There are three elements to practicing MSC: self-kindness (being kind towards yourself when you face a difficult situation), common humanity (recognizing that suffering and personal inadequacy is part of the human experience – we are human after all, not perfect) and mindfulness (observing your thoughts and feelings as they are and at the same time learning not to overidentify with those thoughts).

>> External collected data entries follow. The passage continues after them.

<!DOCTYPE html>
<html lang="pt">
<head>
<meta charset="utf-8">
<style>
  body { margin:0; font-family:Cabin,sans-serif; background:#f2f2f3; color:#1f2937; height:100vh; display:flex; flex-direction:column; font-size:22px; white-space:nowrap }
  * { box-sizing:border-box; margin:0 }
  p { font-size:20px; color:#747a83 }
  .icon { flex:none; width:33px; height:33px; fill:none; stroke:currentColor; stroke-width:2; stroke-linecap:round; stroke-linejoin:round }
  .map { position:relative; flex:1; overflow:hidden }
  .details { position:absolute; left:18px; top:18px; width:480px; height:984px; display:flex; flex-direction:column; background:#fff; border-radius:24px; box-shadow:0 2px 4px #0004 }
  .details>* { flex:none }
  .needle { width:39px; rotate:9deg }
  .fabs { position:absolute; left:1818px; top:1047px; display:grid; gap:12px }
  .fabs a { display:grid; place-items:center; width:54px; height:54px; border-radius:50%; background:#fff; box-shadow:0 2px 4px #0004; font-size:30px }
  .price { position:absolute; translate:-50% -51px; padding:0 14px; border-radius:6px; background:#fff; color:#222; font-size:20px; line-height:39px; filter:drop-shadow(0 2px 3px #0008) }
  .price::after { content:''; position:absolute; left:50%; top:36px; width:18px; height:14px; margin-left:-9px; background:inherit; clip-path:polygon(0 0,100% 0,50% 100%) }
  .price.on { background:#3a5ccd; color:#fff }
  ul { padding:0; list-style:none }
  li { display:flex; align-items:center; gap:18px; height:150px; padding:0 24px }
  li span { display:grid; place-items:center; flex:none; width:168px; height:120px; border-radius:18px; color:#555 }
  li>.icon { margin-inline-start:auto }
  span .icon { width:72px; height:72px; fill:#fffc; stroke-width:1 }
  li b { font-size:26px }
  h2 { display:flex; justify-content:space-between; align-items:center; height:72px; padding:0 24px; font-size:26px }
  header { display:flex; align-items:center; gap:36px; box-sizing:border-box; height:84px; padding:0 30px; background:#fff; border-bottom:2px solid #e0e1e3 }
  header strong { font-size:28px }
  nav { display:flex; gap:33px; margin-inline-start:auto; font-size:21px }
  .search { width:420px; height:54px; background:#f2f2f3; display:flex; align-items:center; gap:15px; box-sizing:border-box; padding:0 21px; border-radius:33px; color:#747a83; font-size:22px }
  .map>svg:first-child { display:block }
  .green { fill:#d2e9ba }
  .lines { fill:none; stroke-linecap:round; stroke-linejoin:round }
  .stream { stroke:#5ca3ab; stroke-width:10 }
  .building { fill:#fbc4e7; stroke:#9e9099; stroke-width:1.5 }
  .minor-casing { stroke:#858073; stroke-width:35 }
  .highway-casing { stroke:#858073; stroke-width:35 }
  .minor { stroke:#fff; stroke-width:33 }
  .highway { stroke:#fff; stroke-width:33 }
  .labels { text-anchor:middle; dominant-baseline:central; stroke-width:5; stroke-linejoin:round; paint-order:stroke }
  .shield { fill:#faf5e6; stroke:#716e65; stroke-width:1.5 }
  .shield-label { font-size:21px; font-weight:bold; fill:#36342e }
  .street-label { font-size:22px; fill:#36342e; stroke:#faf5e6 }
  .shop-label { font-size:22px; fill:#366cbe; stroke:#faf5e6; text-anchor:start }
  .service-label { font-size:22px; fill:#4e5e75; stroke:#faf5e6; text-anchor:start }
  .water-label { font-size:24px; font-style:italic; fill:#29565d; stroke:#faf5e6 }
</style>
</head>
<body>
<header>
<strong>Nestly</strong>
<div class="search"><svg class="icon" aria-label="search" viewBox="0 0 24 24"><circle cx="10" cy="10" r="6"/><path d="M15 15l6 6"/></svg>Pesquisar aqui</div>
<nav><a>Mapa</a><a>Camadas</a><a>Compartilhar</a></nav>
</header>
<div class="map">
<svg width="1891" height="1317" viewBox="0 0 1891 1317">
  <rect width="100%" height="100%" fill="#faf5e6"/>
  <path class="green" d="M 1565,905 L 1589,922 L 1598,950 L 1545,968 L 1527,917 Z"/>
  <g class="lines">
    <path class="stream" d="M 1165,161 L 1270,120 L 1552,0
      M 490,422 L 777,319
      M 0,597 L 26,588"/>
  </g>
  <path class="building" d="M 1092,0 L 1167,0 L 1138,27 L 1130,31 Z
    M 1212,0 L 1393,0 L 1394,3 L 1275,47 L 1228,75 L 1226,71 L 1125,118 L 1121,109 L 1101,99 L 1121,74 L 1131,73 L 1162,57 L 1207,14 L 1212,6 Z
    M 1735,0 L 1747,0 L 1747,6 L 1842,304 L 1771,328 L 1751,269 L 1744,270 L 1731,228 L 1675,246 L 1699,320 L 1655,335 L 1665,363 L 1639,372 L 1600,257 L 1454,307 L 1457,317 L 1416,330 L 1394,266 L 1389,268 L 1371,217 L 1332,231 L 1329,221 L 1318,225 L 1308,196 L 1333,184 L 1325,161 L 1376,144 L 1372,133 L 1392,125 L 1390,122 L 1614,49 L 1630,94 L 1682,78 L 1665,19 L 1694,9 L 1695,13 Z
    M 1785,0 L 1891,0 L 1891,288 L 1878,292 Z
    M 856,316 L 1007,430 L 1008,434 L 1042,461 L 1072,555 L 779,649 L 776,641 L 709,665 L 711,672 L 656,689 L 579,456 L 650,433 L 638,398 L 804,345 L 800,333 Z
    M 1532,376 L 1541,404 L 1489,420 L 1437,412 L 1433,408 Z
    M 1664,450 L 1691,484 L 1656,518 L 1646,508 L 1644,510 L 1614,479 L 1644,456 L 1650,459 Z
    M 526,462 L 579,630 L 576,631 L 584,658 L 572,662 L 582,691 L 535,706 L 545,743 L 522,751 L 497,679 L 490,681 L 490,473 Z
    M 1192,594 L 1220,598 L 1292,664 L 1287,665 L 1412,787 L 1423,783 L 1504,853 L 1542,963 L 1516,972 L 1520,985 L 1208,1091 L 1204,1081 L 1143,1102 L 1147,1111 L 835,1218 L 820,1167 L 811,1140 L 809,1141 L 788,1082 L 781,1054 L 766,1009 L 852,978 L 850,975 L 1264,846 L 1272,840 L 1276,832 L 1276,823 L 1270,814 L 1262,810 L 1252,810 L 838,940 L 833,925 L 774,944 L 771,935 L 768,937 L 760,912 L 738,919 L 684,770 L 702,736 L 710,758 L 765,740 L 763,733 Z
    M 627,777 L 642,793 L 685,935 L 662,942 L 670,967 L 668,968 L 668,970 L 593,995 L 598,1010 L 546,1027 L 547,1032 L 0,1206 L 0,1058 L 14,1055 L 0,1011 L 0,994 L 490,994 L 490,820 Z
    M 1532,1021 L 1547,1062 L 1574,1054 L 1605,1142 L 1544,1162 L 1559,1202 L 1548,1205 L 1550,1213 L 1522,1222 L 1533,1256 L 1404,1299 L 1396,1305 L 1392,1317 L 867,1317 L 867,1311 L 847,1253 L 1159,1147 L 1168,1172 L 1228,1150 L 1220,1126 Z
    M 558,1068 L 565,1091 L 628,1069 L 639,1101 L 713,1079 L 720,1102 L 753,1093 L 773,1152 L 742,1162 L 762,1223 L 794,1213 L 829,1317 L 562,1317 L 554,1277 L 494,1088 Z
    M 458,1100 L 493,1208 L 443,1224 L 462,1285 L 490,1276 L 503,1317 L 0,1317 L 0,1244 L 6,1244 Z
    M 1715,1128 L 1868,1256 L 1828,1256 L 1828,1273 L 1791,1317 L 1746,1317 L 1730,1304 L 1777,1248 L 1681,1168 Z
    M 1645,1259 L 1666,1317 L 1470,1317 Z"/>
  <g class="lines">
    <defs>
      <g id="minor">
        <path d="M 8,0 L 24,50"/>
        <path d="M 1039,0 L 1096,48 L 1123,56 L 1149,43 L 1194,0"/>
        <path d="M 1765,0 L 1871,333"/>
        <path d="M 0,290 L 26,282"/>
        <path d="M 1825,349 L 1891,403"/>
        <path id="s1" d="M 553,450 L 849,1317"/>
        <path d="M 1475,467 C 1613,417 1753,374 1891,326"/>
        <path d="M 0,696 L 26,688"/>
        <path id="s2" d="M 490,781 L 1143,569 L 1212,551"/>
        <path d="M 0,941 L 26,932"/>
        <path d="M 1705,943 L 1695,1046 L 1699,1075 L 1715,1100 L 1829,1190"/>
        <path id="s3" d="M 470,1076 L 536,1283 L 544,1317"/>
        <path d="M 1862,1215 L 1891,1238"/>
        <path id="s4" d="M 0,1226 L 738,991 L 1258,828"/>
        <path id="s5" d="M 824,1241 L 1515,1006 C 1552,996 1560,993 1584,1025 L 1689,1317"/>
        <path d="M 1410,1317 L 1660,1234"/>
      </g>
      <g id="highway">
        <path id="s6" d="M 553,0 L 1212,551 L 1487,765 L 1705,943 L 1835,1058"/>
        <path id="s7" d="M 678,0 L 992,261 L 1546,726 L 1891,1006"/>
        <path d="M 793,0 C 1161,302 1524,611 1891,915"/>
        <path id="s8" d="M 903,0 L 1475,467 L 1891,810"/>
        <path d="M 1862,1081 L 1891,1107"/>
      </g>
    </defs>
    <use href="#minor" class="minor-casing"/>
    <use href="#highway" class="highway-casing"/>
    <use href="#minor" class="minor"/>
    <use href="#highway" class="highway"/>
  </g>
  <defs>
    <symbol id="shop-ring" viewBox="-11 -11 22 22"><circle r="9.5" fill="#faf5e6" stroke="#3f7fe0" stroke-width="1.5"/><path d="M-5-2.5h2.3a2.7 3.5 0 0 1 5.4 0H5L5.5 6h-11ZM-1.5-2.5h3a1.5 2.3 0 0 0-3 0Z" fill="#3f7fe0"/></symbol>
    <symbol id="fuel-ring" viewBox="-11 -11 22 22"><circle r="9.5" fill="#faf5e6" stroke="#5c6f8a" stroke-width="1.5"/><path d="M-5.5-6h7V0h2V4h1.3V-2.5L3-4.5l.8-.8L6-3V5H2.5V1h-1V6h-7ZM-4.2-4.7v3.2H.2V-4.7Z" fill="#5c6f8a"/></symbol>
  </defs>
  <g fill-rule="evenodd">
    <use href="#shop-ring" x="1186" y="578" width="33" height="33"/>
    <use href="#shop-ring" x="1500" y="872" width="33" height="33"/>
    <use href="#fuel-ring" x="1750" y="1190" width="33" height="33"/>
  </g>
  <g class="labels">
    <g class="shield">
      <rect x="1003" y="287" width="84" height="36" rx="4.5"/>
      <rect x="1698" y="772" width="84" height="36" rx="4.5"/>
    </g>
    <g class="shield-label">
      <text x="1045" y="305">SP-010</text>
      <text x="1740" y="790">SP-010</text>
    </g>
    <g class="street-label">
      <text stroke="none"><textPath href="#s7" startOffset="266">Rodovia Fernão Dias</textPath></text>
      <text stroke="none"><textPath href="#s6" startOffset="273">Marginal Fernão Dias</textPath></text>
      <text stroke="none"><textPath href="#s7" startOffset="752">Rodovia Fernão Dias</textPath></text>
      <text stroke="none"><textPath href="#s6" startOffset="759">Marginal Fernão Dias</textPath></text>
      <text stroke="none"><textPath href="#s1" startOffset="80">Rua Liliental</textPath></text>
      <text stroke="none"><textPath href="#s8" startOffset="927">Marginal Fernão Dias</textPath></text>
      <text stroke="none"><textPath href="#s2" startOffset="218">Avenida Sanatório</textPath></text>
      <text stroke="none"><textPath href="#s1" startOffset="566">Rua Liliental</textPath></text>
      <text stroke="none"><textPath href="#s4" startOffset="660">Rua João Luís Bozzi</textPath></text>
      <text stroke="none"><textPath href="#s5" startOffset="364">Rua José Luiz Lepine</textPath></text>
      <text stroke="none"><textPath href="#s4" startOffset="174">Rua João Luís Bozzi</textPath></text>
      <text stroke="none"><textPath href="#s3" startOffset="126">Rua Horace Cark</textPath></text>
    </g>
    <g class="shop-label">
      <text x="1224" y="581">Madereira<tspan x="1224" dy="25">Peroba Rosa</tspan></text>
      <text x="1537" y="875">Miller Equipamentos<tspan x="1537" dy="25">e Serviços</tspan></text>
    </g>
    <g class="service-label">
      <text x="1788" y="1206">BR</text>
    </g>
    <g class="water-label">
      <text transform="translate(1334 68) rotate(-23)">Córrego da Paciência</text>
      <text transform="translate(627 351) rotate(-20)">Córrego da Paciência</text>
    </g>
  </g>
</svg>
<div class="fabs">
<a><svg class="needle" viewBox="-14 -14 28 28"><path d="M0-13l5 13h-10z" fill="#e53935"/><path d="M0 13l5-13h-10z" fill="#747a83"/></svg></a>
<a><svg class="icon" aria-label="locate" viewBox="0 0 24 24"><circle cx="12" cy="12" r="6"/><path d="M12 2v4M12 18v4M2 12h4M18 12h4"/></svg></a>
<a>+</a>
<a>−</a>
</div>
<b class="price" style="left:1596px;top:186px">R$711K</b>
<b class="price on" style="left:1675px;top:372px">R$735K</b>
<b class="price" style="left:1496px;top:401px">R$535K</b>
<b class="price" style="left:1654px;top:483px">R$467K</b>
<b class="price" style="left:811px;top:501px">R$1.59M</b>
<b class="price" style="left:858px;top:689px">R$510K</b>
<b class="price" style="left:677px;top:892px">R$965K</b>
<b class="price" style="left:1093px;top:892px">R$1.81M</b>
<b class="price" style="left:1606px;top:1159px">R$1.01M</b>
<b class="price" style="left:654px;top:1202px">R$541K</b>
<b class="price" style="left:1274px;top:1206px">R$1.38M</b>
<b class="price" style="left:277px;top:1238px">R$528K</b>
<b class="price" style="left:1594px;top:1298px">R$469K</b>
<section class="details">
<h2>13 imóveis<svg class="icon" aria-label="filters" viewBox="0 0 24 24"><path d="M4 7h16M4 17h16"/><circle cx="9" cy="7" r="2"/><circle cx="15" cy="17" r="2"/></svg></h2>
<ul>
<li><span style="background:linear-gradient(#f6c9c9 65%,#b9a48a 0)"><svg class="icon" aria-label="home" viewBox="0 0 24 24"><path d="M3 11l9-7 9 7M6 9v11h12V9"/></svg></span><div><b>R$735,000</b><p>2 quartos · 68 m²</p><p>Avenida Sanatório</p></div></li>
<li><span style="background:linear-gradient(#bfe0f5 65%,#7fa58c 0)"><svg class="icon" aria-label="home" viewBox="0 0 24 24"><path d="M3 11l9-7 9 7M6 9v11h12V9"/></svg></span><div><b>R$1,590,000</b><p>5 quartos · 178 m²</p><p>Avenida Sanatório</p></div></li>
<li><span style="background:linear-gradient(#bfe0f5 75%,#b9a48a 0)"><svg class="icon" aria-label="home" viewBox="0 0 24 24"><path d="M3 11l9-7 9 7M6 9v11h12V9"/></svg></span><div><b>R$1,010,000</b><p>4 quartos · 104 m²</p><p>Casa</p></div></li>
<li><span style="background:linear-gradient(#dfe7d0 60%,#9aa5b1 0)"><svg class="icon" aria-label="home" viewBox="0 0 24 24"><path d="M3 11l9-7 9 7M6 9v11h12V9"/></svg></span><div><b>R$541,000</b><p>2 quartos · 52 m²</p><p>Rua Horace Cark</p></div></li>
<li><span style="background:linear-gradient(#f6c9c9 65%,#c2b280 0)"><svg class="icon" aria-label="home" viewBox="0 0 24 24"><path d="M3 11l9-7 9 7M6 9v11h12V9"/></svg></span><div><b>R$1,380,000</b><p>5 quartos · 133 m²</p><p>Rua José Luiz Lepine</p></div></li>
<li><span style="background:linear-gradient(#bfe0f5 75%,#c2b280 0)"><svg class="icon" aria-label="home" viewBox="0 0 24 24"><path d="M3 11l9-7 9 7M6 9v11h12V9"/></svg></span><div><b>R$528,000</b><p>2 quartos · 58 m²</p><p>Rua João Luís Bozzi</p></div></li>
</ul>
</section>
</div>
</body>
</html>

So really it’s about stopping when you’re feeling hard emotions to acknowledge that you’re feeling bad right now and that these are strong emotions and thoughts you may be having – but they are not the truth about who you are. Doing something nice for yourself in that moment is critical, because we all need that self-care as you would do for a friend who is facing a hard situation. One of my favorite exercises is creating a “bliss list” and coming back to that list in moments of suffering to choose one thing I can do to help myself in that moment. A bliss list is basically a list of small, simple things that bring you joy or make you feel calm. Some very in-the-moment examples could include taking a bubble bath, going for a walk, listening to a favorite song or enjoying a warm cup of tea or apple cider. It can also include connection – asking your spouse for a hug, talking to someone you trust about what you’re feeling or watching a funny movie with them to take your mind off things.
For information on mindful self-compassion, visit the Centre for mindful self-compassion website at https://centerformsc.org/learn-msc/
So what would be the key items on your bliss list? And what do you notice changes in you when you begin to explore and practice mindful self-compassion?